AMPA receptor antagonists prevent ADDL-induced surface AMPA receptor and spine loss. A, rat primary hippocampal cultures were treated with ADDLs (500 nm) for 1 h in the presence or absence of GYKI52466 (100 μm), IEM1460 (100 μm), and CNQX (100 μm). Changes in surface AMPA receptors were examined by surface biotinylation. Both GYKI52466 and CNQX were shown to reduce ADDL-induced GluR1 and GluR2/3 loss. B, GYKI52466 alone has no effect on surface AMPA receptor expression. C, GYKI52466 prevented ADDL-induced spine loss. Veh, vehicle. A–C, *, p < 0.05; **, p < 0.01.

FIGURE 8.

A schematic diagram showing hypothetic cascades through which Aβ oligomers induce surface AMPAR loss leading to inhibition of synaptic efficacy. Binding of Aβ oligomers to receptors on dendritic spines triggers activation of calcineurin (PP2B), probably via Ca²⁺/calmodulin-dependent kinase II (CaMKII) activity.

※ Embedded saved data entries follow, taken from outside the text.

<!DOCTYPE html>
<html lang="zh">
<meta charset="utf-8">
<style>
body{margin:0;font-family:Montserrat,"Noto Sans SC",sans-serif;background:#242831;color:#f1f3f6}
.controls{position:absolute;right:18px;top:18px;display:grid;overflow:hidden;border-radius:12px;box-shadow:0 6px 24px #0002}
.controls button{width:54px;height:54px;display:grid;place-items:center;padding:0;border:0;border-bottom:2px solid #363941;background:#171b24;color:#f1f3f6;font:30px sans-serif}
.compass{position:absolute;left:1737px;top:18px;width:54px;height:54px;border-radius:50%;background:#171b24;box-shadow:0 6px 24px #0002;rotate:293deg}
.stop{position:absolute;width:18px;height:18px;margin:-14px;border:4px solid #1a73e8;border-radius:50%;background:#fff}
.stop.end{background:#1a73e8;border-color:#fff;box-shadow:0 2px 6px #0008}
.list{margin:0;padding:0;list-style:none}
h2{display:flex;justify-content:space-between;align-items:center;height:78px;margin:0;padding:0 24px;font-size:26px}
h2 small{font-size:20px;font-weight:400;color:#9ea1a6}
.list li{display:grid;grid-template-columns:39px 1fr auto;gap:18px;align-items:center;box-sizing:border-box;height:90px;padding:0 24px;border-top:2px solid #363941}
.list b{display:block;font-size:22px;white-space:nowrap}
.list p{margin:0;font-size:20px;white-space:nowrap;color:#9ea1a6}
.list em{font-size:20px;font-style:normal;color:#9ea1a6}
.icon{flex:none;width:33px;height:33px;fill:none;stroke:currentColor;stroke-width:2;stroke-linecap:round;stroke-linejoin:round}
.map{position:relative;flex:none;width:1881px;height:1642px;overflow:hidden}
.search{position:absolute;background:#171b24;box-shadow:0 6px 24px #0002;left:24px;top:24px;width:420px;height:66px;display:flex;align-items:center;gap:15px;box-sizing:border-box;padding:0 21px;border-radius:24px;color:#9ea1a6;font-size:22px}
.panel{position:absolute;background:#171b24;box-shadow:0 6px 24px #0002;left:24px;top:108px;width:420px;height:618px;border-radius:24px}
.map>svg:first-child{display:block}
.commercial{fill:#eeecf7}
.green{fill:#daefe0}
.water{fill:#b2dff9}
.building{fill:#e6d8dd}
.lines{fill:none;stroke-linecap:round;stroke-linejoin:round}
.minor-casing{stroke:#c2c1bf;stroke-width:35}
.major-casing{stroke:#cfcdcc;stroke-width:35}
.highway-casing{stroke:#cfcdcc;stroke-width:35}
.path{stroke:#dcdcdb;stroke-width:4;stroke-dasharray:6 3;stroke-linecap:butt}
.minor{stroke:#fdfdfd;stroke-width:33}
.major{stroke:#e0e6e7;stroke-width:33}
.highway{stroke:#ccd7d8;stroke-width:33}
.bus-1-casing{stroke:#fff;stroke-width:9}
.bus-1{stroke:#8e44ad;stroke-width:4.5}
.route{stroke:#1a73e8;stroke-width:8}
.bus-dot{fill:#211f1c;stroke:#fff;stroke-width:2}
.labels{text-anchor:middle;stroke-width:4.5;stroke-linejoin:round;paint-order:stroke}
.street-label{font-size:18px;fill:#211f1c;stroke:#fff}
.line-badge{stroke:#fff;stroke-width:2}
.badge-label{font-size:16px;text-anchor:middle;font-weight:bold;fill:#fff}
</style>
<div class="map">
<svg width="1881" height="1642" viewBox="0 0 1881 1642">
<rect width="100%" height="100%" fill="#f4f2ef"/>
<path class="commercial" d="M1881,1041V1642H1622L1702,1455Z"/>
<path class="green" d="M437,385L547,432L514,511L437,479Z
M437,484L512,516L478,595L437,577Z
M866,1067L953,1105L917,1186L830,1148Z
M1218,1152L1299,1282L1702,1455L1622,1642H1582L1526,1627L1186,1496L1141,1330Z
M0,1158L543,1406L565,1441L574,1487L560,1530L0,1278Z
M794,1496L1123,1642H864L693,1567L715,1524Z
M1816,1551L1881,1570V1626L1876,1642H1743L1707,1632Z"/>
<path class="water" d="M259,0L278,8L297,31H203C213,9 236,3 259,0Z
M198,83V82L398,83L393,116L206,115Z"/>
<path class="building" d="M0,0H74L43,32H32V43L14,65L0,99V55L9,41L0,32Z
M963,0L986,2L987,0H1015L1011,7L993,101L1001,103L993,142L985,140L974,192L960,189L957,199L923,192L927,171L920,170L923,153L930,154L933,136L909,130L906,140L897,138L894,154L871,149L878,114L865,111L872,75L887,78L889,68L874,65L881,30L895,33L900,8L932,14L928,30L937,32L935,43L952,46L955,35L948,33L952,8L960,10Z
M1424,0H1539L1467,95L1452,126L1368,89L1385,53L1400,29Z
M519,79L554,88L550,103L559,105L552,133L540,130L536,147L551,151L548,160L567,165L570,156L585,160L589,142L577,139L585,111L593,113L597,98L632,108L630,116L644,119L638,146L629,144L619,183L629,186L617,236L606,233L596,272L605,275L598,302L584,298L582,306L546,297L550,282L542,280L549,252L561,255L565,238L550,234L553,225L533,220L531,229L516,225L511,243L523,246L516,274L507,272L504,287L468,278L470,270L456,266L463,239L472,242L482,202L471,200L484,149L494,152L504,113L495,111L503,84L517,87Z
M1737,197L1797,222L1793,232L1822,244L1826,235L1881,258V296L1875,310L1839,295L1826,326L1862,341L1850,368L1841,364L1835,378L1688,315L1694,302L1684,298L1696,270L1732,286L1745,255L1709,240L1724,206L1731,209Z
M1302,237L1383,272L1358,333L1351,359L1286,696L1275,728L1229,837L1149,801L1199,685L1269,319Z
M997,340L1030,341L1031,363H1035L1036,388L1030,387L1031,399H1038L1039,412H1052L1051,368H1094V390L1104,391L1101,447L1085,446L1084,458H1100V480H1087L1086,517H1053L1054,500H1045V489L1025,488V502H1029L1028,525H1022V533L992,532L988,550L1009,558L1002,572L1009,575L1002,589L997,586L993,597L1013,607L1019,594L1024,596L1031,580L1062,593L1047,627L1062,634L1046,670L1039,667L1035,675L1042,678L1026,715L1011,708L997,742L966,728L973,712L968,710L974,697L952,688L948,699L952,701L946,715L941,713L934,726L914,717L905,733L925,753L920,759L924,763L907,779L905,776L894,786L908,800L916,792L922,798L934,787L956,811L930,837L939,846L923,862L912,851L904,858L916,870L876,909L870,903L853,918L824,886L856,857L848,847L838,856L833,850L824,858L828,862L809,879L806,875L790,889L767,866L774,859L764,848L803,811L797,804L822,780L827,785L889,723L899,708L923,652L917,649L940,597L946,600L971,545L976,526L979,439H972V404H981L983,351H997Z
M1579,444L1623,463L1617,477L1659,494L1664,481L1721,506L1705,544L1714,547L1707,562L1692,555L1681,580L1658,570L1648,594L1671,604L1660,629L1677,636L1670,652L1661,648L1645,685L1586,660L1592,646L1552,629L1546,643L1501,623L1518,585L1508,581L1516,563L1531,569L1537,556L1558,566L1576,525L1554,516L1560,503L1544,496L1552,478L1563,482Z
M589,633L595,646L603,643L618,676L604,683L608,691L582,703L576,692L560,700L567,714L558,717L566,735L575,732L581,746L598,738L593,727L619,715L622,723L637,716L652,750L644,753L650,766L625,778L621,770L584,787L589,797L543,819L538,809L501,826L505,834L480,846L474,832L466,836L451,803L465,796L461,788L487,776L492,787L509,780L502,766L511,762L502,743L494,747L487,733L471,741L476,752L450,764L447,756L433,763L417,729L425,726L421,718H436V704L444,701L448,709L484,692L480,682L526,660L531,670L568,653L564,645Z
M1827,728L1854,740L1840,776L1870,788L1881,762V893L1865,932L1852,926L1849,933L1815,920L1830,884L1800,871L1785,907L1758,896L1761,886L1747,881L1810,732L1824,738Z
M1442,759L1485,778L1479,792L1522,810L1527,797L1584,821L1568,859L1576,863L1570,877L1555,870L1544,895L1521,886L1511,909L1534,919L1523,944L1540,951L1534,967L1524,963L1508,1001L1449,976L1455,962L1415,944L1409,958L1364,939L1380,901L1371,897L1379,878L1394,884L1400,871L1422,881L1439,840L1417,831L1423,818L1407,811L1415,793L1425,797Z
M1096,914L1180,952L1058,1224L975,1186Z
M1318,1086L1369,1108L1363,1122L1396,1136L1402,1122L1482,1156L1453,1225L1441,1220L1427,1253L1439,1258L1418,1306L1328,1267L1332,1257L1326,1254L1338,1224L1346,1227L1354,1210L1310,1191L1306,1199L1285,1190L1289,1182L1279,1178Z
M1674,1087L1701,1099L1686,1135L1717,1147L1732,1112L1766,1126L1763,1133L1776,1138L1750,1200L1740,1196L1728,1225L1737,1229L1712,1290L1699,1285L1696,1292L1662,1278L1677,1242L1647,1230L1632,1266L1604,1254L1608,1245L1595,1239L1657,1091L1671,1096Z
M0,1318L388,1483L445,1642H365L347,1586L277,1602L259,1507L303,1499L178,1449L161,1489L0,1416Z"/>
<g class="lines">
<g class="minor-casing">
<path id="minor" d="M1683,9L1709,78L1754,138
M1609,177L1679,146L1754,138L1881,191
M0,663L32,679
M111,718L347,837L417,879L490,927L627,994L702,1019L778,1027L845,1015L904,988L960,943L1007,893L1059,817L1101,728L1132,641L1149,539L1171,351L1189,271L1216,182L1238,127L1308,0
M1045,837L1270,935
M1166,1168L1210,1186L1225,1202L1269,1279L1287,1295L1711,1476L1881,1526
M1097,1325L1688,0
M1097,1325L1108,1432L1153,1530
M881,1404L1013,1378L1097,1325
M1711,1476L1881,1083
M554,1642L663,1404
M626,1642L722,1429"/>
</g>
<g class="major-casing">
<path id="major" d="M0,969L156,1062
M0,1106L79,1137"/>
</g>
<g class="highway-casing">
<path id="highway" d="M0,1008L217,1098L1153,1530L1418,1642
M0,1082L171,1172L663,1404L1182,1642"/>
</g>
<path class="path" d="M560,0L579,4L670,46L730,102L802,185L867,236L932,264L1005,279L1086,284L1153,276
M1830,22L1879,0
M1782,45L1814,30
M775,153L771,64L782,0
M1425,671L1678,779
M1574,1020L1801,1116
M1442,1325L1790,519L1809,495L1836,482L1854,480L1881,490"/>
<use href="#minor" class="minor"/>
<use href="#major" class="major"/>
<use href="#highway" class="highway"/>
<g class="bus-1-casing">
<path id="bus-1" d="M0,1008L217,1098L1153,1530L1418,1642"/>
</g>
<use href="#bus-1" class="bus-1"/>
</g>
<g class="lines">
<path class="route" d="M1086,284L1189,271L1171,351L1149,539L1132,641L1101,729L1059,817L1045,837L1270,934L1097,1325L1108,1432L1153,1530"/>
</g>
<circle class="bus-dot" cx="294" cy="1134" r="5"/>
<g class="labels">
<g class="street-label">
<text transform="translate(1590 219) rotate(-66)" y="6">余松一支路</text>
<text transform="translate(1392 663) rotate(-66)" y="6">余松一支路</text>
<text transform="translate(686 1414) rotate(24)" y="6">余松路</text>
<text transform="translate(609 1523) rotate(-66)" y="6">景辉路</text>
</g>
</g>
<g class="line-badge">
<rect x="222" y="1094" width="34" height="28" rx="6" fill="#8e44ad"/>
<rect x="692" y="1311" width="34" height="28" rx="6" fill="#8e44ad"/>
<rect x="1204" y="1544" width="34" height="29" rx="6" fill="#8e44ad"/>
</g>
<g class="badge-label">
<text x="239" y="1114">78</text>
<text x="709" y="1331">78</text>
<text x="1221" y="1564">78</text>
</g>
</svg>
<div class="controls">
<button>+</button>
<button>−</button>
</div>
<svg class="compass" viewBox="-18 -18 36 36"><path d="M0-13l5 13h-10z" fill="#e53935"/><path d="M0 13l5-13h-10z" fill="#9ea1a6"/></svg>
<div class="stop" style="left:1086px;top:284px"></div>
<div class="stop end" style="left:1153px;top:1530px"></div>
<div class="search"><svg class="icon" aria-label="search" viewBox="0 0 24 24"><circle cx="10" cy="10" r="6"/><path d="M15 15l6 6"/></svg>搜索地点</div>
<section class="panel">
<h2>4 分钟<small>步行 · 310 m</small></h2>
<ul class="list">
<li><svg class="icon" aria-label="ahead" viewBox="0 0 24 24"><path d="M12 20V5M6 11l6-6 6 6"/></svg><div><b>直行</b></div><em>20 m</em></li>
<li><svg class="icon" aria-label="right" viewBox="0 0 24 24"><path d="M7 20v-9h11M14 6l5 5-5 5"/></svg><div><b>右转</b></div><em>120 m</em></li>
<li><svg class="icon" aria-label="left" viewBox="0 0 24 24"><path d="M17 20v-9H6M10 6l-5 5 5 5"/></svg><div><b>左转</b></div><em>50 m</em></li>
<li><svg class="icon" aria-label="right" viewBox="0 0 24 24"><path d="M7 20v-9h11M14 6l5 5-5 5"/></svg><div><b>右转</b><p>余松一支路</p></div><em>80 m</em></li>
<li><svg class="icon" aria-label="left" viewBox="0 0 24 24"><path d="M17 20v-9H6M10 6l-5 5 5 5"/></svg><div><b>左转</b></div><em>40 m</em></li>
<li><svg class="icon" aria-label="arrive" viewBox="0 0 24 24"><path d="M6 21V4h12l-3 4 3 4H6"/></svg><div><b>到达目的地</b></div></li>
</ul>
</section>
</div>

The calcineurin activity activates the clathrin-dependent endocytosis of AMPARs and/or NMDARs via the involvement of dynamin. Activation of the group I metabotropic glutamate receptors (mGluR1/5) is involved in this cascade, which in turn facilitates the internalization of AMPARs. On the other hand, the interaction of Aβ oligomers with GluR2 may potentially interfere with the Ca²⁺ impermeability of the AMPAR channel leading to increased voltage-dependent Ca²⁺ influx, thus generating aberrant Ca²⁺ toxicity. The abnormal Ca²⁺ signals could enhance the internalization of dendritic AMPAR. Removal of the surface AMPAR and NMDA lead to LTD and reduced spine numbers. If LTD and loss of spine structure persist, the resulting synaptic transmission failure would lead to memory impairment.